= Papi (tribe) =

Lur tribe in Iran

The Papi (پاپی) are a Lur tribe living mainly in southwestern Iran. The Papi tribe is one of the tribes of Bala Gariva and speak a Luri dialect. The tribe are mostly Shia Muslims.

==History==
Some suggested that the name of the Papi tribe derived from Papa-Dinar, reportedly the ancestor of the tribe, who lived in the 13th century and was buried in the Hashtad-Pahlav Mountain in the traditional Papi territory. Others claimed it came from Papi-Morad, reportedly the name of a disciple of Shahzadeh Ahmad, son of Musa Kazem, who came with him to Lorestan. Some sources mentioned the Papi tribe synonymously as servants of Shahzadeh Ahmad.
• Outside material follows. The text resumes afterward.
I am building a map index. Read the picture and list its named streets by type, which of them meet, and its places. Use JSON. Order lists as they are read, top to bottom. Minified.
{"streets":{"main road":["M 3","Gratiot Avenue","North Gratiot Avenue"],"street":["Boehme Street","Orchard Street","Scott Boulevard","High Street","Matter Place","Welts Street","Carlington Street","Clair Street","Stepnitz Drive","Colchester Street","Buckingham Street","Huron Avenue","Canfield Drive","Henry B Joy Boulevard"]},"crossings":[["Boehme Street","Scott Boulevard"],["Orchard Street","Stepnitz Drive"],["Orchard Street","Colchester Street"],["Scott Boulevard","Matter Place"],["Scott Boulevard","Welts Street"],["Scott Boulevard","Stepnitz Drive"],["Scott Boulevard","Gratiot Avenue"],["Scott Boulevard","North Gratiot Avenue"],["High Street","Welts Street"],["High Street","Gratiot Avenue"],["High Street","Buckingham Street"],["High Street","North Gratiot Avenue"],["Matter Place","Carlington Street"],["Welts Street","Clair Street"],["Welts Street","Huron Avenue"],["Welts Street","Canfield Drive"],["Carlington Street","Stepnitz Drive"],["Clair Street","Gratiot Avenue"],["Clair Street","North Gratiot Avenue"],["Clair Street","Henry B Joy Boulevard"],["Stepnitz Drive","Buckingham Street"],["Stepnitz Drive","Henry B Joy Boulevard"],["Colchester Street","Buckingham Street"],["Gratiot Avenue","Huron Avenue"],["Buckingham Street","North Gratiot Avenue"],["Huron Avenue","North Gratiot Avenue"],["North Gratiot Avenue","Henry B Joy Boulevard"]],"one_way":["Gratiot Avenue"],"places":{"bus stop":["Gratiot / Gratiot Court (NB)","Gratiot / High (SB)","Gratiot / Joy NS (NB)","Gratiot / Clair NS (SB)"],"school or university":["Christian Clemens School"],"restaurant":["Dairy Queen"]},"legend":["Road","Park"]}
Others claimed the name Papi was linked to the Luri term for "grandfather". Some claimed that historically the usage of the term "Lur" among the Papi "connoted only the average tribesmen, not the elite."
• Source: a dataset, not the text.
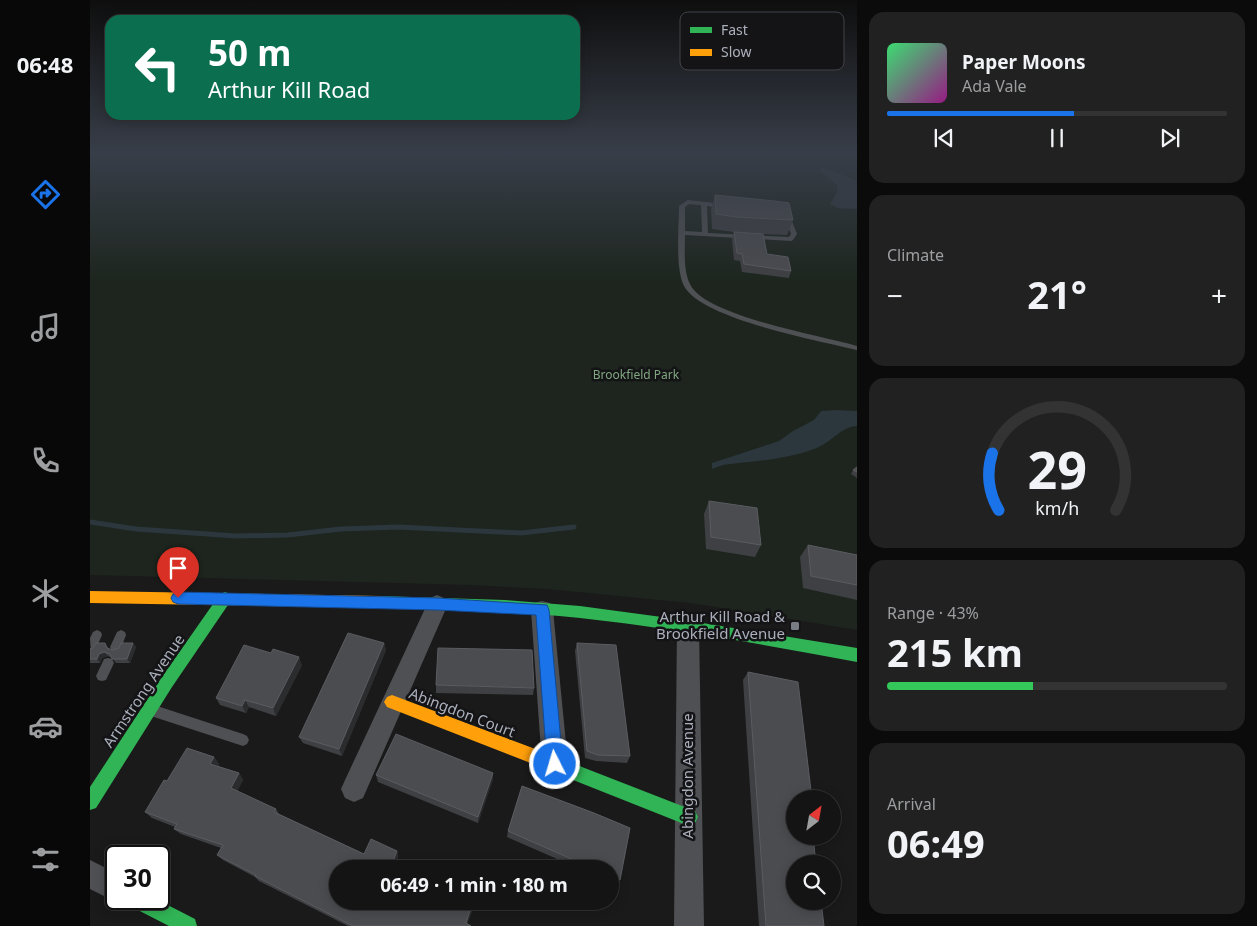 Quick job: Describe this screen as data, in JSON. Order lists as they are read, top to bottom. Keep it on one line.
{"streets":{"street":["Armstrong Avenue","Abingdon Court","Abingdon Avenue"]},"crossings":[["Abingdon Court","Abingdon Avenue"]],"parks":["Brookfield Park"],"places":{"transit":["Arthur Kill Road & Brookfield Avenue"]},"legend":["Fast","Slow"],"north":"top right","page":{"tabs":"06:48","turn":["50 m","Arthur Kill Road"],"song":["Paper Moons","Ada Vale"],"tile":["Climate",["Range · 43%","215 km"],["Arrival","06:49"]],"heat":["−","21°","+"],"limit":"30","trip":"06:49 · 1 min · 180 m","gauge":["29","km/h"]}}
The Papi were one of the Lur tribes of Bala Gariva, and spoke Luri. The traditional territory of the Papi tribe in Lorestan was historically known as the Papi region, and part of it was later incorporated into the Papi District. The Papi tribe traditionally neighbored the Dirakvand, Qalavand, Sagvand, Saki, Reshno, and Bakhtiari tribes. Vladimir Minorsky wrote that the encampments of the Papi tribe, south of Khorramabad, included Gerit. According to Minorsky, the Lur tribe of Papi, alongside the Sagvand and Badra'i tribes, were followers of the secretive Ahl-i Haqq religion, and added that the Papi tribe were the custodians of the tomb of Shahzadeh Ahmad, the son of Musa Kazem, and that the Papi elders wore red turbans, which he linked to Khurramite traditions. However, Edmonds wrote that he never heard of any religion among the tribes of Bala Gariva besides orthodox Shia Islam, and suggested that "the red-turbaned guardians, called Papi, of Shahzadah Ahmad" had no connection with the Papi tribe. The tomb was located near Andimeshk. Other sources describes the Papi as orthodox Shia Muslims who rejected Ahl-i Haqq tendencies. Nevertheless, the Papi tribe, like the other Lurs, historically held a veneration for Shahzadeh Ahmad.

The Papi occupied Darreh Nasab, the traditional summer territory of the Baharvand, after Karim Khan Zand took some tribes, including the Baharvand, with him to Shiraz. After his death, the Baharvand returned to Darreh Nasab, and the Papi were forced to leave after heavy fighting. The Baharvand then attacked the Papi in the Taf valley and occupied that territory as well. Around that time, Haydar Khan, from the Papi tribe, was forced to flee Lorestan and became a shepherd for the Duraki tribe of the BakhtiariWhen it was discovered that he was a khan, he became leader of the Duraki tribe. The Papi were brutally suppressed during the campaigns of Reza Shah in Lorestan. Carl Feilberg conducted extensive research on the Papi tribe in 1935. The Iranian nomadic census at the start of the 21st century numbered the Papi tribe at almost 6,000 individuals.